Regional variations show that average incomes to differ markedly across the country. Recent data was unavailable at the time of writing, but figures from Turkstat, the government statistical institute, show that from 2007-08 per capita value added in Istanbul, the wealthiest region, was around four to five times higher than in the country’s poorest areas, all in the far southeast. Per capita income in Istanbul may even be twice the national average. Thus, with more disposable income in their pockets, Turks have been increasing their spending. This has notably affected the retail segment (see Industry & Retail chapter) and other economic activities such as tourism. “Domestic tourism is increasing fast,” Sinan Haliç, treasurer of the Association of Turkish Travel Agencies, told OBG. “Turkish outgoing tourism will likely be in a good position too for the next 10-15 years, especially as Turkish Airlines (THY) expands and our airports become international hubs,” he added.
Indeed, THY, the partially state-owned carrier, has seen its fleet expand from 72 planes in 2000 to 173 in 2011, then 200 as of November 2012. Other airlines added a further 162 planes to the national total in 2011, according to data from the Turkish Private Air Carriers Association and THY.
THY has also added many new routes – 32 in 2012 alone – with the airline now serving 37 domestic and 182 global destinations. This is helping to establish Turkey, and Istanbul in particular, as a centre for travel elsewhere, further enhancing foreign arrivals, while also providing Turks with many more overseas options.
As such, the numbers of Turks on the move has been growing steadily. Turkstat figures show that the number of citizens departing the country stood at 4.86m in 2001, rising to 8.25m in 2005, 11.64m in 2011 and 11.86m in 2012, respectively. While many of these are not tourists, but travelling for business or family reasons – many Turks have relatives in Germany, for instance – the overall trend remains clear.
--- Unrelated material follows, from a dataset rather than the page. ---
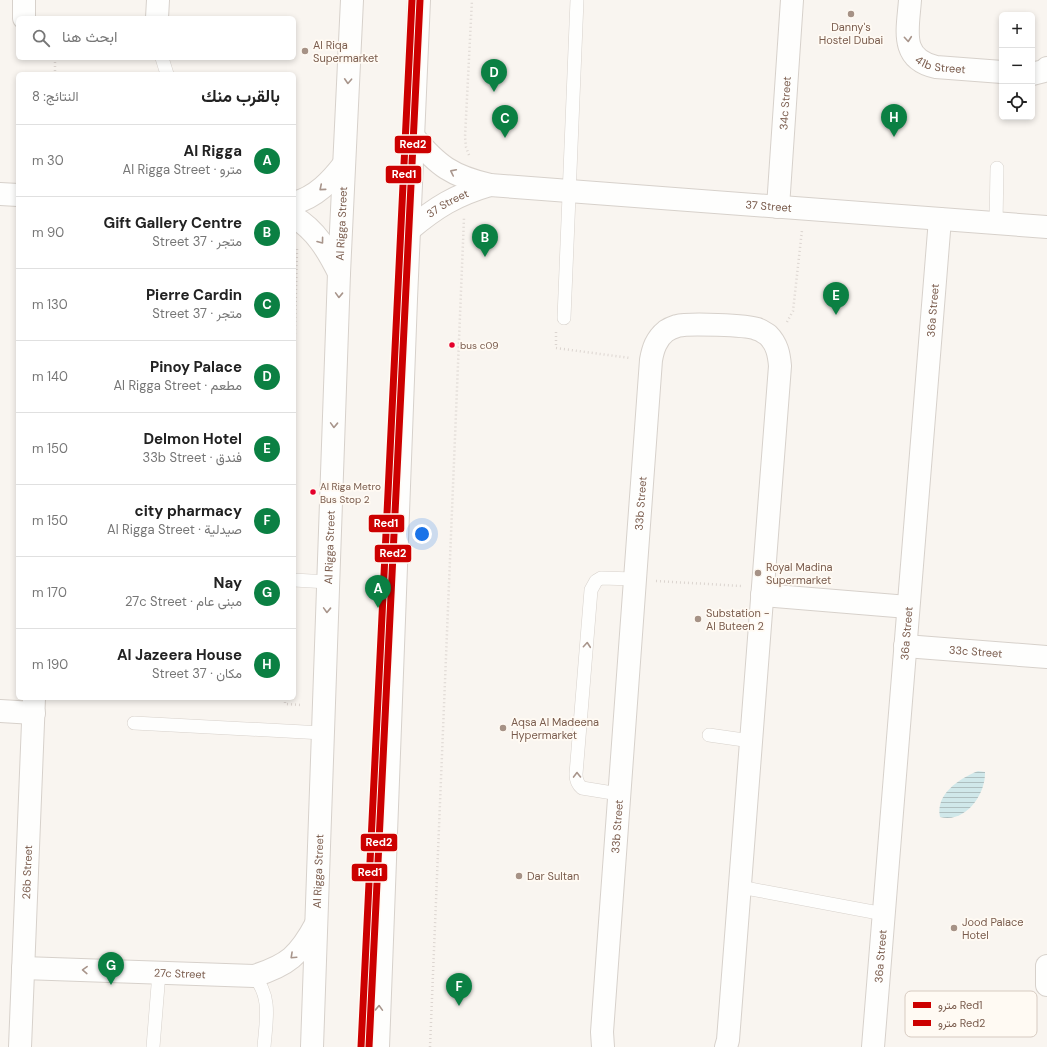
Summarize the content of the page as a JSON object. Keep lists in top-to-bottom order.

One indicator of the rapid domestic tourism growth are the Turkstat figures for the number of overnight stays and average number of overnight stays spent by Turkish citizens in establishments licensed by the Ministry of Culture and Tourism (MoCT) or local municipalities. This shows some 510,961 overnights in 2009, with an average of 8.4, rising to 558,270 in 2011, and an average of 8.5. Data for all of 2012 was not available at the time of publication, but during the third-quarter period for 2012, a total of 465,354 overnights were spent, averaging 8.47, a solid figure given 2012’s economic slowdown and reduced bank lending.
The development of domestic tourism is an explicit aim of the government’s Tourism Strategy 2023 master plan. A domestic tourism unit has been established at the MoCT, with support given to travel agents to expand their domestic tourism packages, including benefits for those undertaking programmed tours for Turkish students and other young people, which capitalises on the country’s largely youthful demographic.